» Collected data:
+-------+

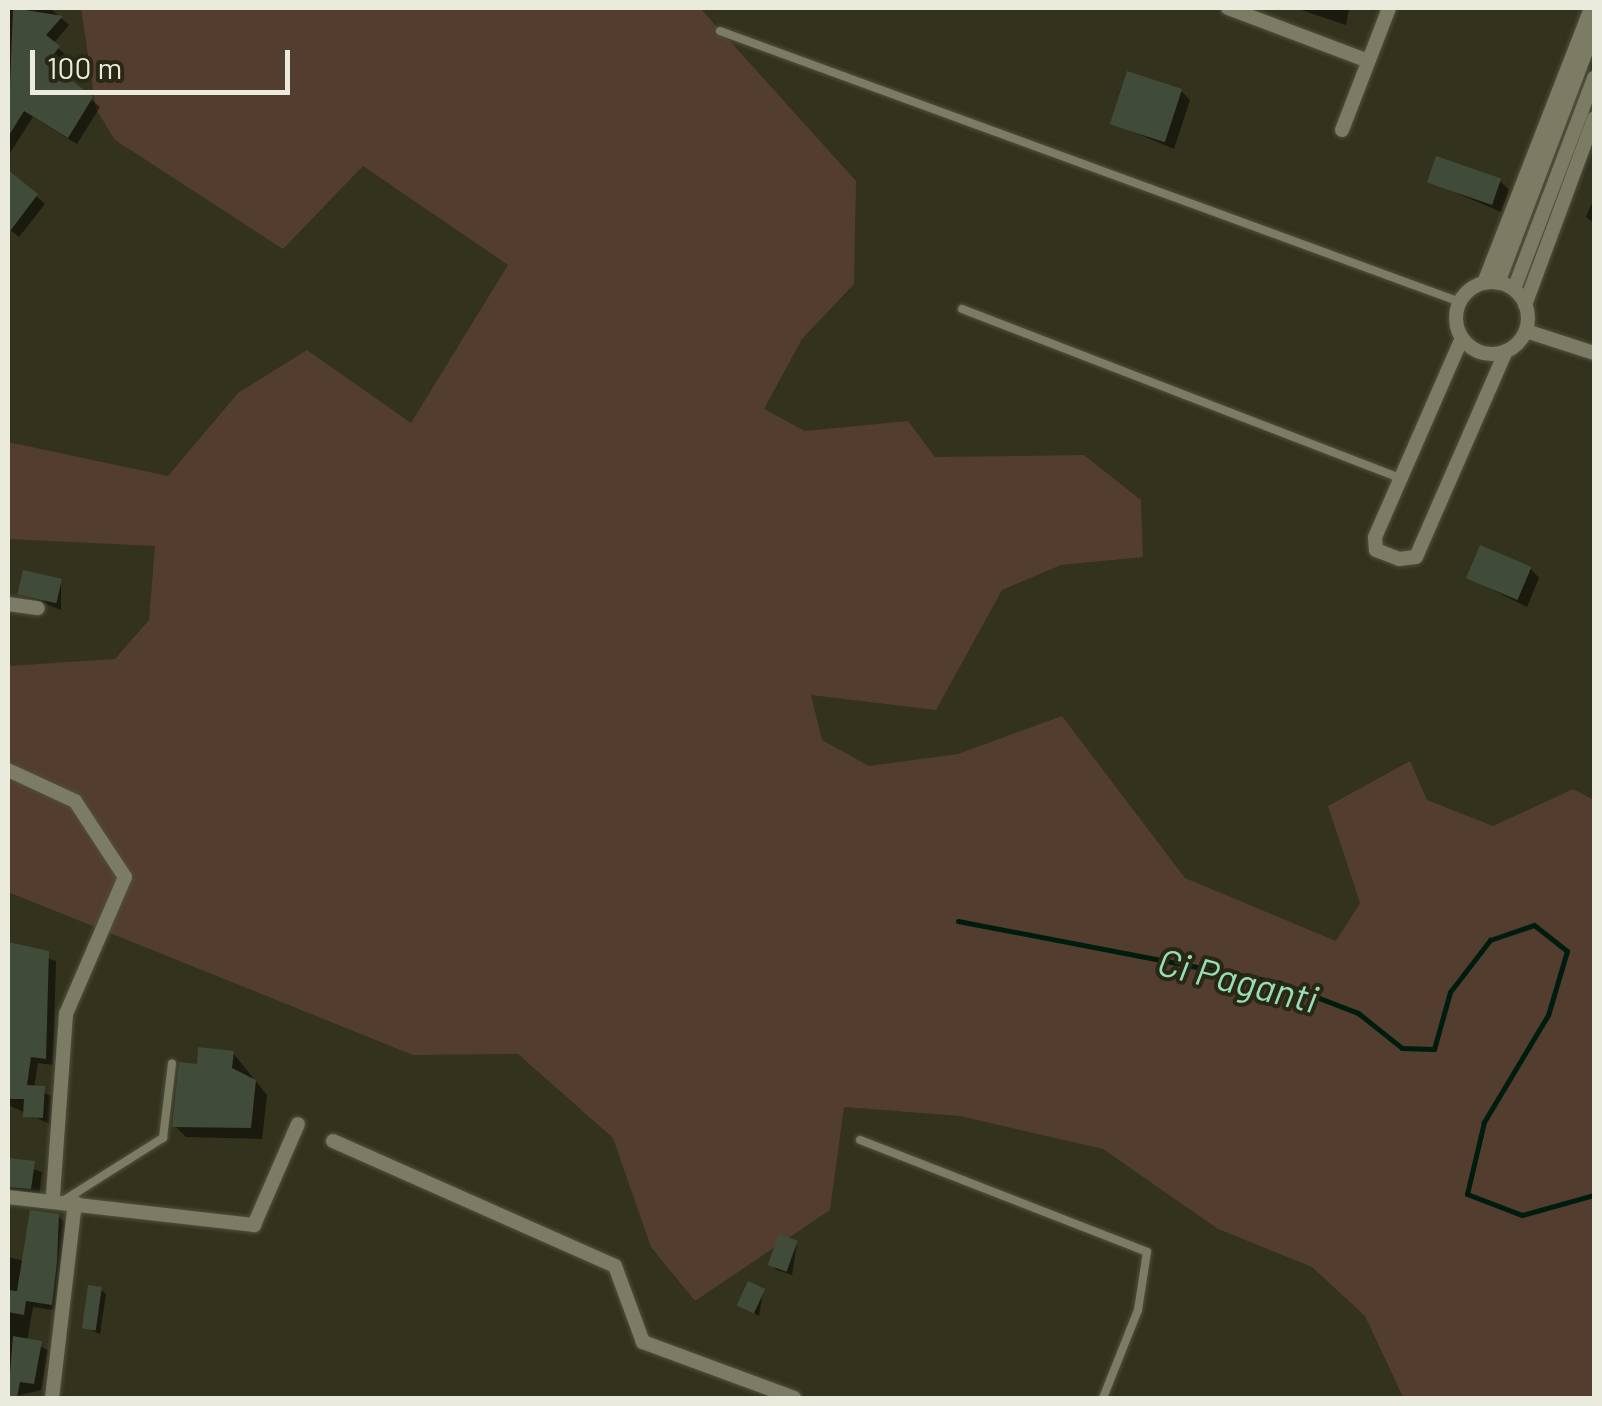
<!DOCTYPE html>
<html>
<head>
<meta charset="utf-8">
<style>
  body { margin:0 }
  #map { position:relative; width:1602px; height:1406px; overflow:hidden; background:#32321d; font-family:Barlow,sans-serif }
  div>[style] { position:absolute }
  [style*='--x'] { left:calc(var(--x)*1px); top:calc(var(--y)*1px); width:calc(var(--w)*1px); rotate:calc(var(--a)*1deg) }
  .green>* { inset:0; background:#533d2e }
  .shadow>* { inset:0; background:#0007 }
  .stream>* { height:5px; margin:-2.5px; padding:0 2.5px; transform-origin:2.5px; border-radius:2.5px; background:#001c0f }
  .building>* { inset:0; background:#404c39; transform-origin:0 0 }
  .roads { filter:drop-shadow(0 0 2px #50503e) drop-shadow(0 0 2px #50503e) }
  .service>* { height:8px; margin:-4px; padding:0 4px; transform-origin:4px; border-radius:4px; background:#7c7c64 }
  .minor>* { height:14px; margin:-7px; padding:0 7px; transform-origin:7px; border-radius:7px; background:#7c7c64 }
  .minor>.ring { margin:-7px; padding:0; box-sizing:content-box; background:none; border:14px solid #7c7c64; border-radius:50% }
  span { translate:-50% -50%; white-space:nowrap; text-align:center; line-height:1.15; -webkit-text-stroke:8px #282814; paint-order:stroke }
  .water-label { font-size:38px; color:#98ddb9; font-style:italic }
  .frame { position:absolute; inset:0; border:10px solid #eaeadd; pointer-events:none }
  .scale { position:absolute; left:30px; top:50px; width:260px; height:45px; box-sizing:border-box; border:5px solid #eaeadd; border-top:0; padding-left:12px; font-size:30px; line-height:35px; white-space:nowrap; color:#eaeadd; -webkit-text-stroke:8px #282814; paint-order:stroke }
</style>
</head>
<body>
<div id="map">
  <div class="green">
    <div style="clip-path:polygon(81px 8px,700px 8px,856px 181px,854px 284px,802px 339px,764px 409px,805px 431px,908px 421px,935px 457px,1084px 455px,1141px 500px,1143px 557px,1061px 565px,1002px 590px,936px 710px,811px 695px,822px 740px,869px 766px,958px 754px,1062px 716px,1185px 878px,1336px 941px,1360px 903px,1328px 806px,1410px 761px,1427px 800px,1493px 826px,1573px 789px,1594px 800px,1594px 1398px,1403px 1397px,1365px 1316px,1312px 1267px,1218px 1229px,1103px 1149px,960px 1116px,844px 1107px,830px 1210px,695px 1301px,651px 1247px,613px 1138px,518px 1054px,413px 1055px,8px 892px,8px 666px,115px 659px,149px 620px,155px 546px,8px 539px,8px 442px,168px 476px,238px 393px,307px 350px,411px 423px,508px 265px,363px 166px,283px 249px,115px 140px,96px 109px)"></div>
  </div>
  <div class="shadow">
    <div style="clip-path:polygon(8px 8px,50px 8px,69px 25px,53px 44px,67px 56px,55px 70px,100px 107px,77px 144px,33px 117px,8px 156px)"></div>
    <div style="clip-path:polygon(1349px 8px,1346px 25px,1301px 10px,1302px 8px)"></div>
    <div style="clip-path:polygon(1181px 91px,1190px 100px,1174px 149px,1113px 123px)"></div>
    <div style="clip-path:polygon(8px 172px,45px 204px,19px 237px,8px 228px)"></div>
    <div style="clip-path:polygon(1429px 181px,1500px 181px,1509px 190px,1501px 212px)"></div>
    <div style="clip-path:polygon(1594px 198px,1594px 223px,1586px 217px)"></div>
    <div style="clip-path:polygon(1531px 569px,1539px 578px,1527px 607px,1469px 578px)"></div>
    <div style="clip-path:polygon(61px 581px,61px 610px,21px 594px)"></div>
    <div style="clip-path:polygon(8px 945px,56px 961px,53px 1065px,38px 1063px,34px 1088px,51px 1096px,50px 1124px,8px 1105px)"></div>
    <div style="clip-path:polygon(233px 1053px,267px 1095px,262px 1139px,186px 1137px,175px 1126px,199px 1067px)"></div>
    <div style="clip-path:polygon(8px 1160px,42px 1172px,39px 1196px,8px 1193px)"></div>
    <div style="clip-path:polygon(58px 1216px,65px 1223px,59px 1311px,33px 1307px,27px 1341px,48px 1350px,41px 1390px,8px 1398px,8px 1257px,24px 1261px)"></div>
    <div style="clip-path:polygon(797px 1243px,792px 1275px,777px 1270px,772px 1265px)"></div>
    <div style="clip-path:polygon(100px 1289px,106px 1294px,100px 1334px,84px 1327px)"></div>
    <div style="clip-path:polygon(763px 1291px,759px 1316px,741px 1305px)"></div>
  </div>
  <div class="stream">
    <div style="--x:958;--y:921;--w:328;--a:10.9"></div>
    <div style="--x:1280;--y:983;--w:84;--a:21"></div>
    <div style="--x:1358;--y:1013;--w:56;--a:38.5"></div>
    <div style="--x:1402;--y:1048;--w:32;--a:2"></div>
    <div style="--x:1434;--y:1049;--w:59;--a:-74.3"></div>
    <div style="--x:1450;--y:992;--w:66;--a:-52.4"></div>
    <div style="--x:1490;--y:940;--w:46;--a:-18.8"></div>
    <div style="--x:1534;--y:925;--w:42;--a:38.2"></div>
    <div style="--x:1567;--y:951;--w:67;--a:106.5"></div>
    <div style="--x:1548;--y:1015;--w:125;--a:120.9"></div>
    <div style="--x:1484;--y:1122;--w:74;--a:103.3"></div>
    <div style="--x:1467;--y:1194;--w:59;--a:20.9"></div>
    <div style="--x:1522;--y:1215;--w:75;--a:-15.5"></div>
  </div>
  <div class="building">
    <div style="clip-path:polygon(13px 8px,63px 16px,46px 35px,60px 46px,48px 62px,93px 97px,68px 138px,24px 111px,8px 137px)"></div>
    <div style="left:1127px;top:71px;width:58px;height:56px;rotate:18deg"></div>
    <div style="left:1436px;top:156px;width:69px;height:28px;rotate:19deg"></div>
    <div style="clip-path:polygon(8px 170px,38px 194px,8px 234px)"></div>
    <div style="left:1480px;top:545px;width:56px;height:36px;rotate:23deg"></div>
    <div style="left:23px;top:570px;width:40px;height:25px;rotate:13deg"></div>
    <div style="clip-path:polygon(8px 942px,49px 951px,46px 1059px,31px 1057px,27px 1085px,45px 1086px,43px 1118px,23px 1117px,24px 1099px,8px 1099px)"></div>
    <div style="clip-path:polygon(198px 1047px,234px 1051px,232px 1068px,256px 1080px,251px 1128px,172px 1127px,179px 1062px,197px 1064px)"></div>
    <div style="clip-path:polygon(8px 1158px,35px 1161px,31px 1189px,8px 1187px)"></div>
    <div style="clip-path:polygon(30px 1210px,59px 1214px,57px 1261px,52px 1305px,26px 1301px,24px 1315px,8px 1312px,8px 1290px,17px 1291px)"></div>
    <div style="left:779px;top:1234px;width:20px;height:33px;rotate:20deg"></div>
    <div style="left:748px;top:1281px;width:19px;height:27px;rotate:25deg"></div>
    <div style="left:88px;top:1285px;width:14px;height:44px;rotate:8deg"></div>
    <div style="clip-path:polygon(13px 1336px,42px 1341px,34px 1384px,20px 1382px,17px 1398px,8px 1398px)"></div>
  </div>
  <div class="roads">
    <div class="service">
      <div style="--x:720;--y:31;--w:788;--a:20.11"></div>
      <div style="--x:962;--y:309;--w:466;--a:21.1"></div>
      <div style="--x:860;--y:1140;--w:308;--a:21.3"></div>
      <div style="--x:1147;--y:1252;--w:59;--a:98.8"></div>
      <div style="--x:1138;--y:1310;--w:95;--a:111.7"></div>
      <div style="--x:66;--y:1199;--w:115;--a:-32.2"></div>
      <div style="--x:163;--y:1138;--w:75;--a:-83.1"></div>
    </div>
    <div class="minor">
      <div style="--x:1228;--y:8;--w:150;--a:20.7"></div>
      <div style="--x:1342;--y:130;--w:131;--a:-68.9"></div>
      <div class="ring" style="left:1456px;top:282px;width:58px;height:58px"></div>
      <div style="--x:1484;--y:283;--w:295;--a:-68.7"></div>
      <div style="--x:1498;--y:283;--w:271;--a:-69.2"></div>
      <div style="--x:1514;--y:289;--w:226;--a:-69.2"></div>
      <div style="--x:1525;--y:305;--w:199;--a:-69.7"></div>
      <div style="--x:1526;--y:331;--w:71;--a:17.9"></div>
      <div style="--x:1462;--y:338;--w:217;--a:113.6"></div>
      <div style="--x:1375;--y:537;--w:13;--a:86"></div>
      <div style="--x:1376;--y:550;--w:25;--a:21"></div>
      <div style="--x:1399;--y:559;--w:17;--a:-7"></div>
      <div style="--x:1416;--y:557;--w:225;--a:-66.4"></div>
      <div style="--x:8;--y:604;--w:30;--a:8"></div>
      <div style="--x:8;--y:770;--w:74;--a:24.8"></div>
      <div style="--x:75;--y:801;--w:91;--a:56.7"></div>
      <div style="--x:125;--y:877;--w:149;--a:113.3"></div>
      <div style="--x:66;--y:1014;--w:181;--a:94.1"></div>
      <div style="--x:333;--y:1141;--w:308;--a:23.9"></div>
      <div style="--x:615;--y:1266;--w:81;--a:69.8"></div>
      <div style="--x:643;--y:1342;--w:161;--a:20.3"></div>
      <div style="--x:8;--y:1197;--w:248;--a:6.5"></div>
      <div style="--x:254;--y:1225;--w:110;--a:-66.5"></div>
      <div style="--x:52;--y:1398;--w:197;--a:-83.3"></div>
    </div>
  </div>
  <div class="water-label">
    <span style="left:1238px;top:980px;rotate:14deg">Ci Paganti</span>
  </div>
  <div class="frame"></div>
  <div class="scale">100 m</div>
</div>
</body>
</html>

+-------+

» Goal of the exercise: Scan the entries above and return each line that holds "service".

» Written reply:
  .service>* { height:8px; margin:-4px; padding:0 4px; transform-origin:4px; border-radius:4px; background:#7c7c64 }
    <div class="service">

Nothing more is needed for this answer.